Is the science of IR improving?

I’m just back from the annual meeting of ASIST (American Society for Info Science and Technology) in Columbus, OH.   I gave a talk during one of the five sessions on IR, and after all the speakers were through there was a session of audience questions.  Andrew Dillon lobbed a provocative question our way:  how do we know if IR as a field is making forward progress?  (I’m paraphrasing, of course).  An uncomfortable pause set in, followed by obligatory sidestepping, e.g. “first we need to define progress.”  It’s a fair question, though: we see incremental progress reported in the literature, but getting a high-level sense of the field’s forward motion strikes me as harder to come by.

I offered an off-the-cuff answer that I suspect readers might comment on.  Actually it was two answers.

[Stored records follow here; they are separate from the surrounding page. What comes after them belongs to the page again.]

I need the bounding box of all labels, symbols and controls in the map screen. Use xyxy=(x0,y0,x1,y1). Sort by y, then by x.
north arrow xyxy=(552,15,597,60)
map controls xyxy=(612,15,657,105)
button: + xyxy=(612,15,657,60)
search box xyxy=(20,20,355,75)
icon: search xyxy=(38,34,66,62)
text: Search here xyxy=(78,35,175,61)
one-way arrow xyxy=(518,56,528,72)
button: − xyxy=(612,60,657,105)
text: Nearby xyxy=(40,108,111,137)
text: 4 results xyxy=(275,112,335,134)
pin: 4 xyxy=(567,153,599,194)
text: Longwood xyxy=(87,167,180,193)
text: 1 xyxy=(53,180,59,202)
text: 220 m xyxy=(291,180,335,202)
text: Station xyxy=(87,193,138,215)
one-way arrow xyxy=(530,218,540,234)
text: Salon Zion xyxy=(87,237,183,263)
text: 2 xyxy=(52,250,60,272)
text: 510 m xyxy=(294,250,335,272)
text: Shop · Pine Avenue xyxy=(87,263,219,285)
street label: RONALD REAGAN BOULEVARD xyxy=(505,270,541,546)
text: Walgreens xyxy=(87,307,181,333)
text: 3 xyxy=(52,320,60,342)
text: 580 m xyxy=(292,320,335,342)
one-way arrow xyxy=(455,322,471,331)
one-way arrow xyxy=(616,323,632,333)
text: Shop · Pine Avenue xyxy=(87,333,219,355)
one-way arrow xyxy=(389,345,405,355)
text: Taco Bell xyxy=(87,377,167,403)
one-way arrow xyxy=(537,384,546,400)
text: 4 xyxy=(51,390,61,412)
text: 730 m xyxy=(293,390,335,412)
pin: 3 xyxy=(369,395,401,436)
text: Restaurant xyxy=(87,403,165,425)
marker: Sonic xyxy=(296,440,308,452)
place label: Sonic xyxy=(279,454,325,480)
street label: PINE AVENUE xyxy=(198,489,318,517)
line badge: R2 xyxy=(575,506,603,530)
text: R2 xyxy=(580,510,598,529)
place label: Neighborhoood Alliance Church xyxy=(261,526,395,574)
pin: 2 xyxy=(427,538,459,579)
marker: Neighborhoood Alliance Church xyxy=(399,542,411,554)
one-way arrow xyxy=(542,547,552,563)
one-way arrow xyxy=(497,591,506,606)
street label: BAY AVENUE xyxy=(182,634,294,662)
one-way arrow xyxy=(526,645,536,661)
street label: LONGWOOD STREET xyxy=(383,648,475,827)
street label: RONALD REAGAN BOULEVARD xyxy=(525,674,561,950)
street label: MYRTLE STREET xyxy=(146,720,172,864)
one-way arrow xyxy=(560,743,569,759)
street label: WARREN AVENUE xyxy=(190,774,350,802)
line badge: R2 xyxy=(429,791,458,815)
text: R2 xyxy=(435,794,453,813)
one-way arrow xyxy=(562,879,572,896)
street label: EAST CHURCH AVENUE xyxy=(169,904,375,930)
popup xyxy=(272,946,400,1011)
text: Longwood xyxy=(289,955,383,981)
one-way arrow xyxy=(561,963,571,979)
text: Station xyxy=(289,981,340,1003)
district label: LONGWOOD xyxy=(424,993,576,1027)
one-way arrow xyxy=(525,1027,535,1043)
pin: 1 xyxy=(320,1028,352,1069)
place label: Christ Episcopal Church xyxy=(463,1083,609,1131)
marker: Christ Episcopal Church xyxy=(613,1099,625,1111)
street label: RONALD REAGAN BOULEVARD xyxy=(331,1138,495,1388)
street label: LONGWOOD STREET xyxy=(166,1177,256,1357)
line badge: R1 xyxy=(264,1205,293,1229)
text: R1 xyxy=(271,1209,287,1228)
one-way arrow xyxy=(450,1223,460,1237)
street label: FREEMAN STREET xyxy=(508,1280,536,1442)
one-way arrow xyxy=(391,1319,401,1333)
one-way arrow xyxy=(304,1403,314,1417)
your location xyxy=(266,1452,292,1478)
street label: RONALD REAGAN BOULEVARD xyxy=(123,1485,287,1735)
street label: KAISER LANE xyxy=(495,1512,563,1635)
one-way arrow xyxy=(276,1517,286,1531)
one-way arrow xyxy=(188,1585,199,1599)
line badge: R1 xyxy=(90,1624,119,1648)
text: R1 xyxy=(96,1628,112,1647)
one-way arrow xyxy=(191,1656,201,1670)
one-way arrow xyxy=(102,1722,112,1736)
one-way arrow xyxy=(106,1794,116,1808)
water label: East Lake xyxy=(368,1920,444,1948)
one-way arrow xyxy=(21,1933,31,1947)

First, surely there is meaning in the increasing competition to publish in the field’s best venues.  This isn’t news, but the following figure showcases the fact that getting a paper into SIGIR is indeed growing more difficult (many more people are trying).

 

Of course SIGIR is not synonymous with the field, but I think the figure speaks to the question Andrew asked.   Unless the SIGIR community is spinning its wheels, increasing competition among researchers suggests expectations and standards for “successful research” is climbing.

My second answer had to do with the diversity of tasks that fit under the umbrella term of IR.  Looking at TREC over the years we see new tasks appear (and disappear), new problems to tackle.  I argued that the field is indeed making progress, and we can see that progress in this creativity.  We are solving problems that we didn’t know existed (e.g. adversarial IR) or that actually didn’t exist (e.g. blog search) only several years ago.  Does this creativity imply improvement?  I argued that it does.

8 Responses to “Is the science of IR improving?”

  1. An interesting question. I’d assume that the increasing selectivity of SIGIR mostly reflects an increasing number of researchers. I would guess that, in contrast, selectivity for complexity theory papers has held relatively constant.

    Does an increasing number of researchers correlate to progress in the field? I’d hope so, though I’d offer the competing (though not contradictory) explanation that the success of commercial search engines has generated buzz and funding for IR research.

    I’m more encouraged by the diversity and creativity of the work, which I feel is getting the IR community out of a rut. I have renewed hope that the IR community will address some of Nick Belkin’s “grand challenges” in our lifetime.

    http://www.sigir.org/forum/2008J/2008j-sigirforum-belkin.pdf

  2. This tells me one thing: I wish I had submitted tons of papers to SIGIR in the nineties. Now I could impress people. I submitted once to SIGIR, in 2002 I think… and I was rejected… I turned it into a fairly cited journal paper in a good journal…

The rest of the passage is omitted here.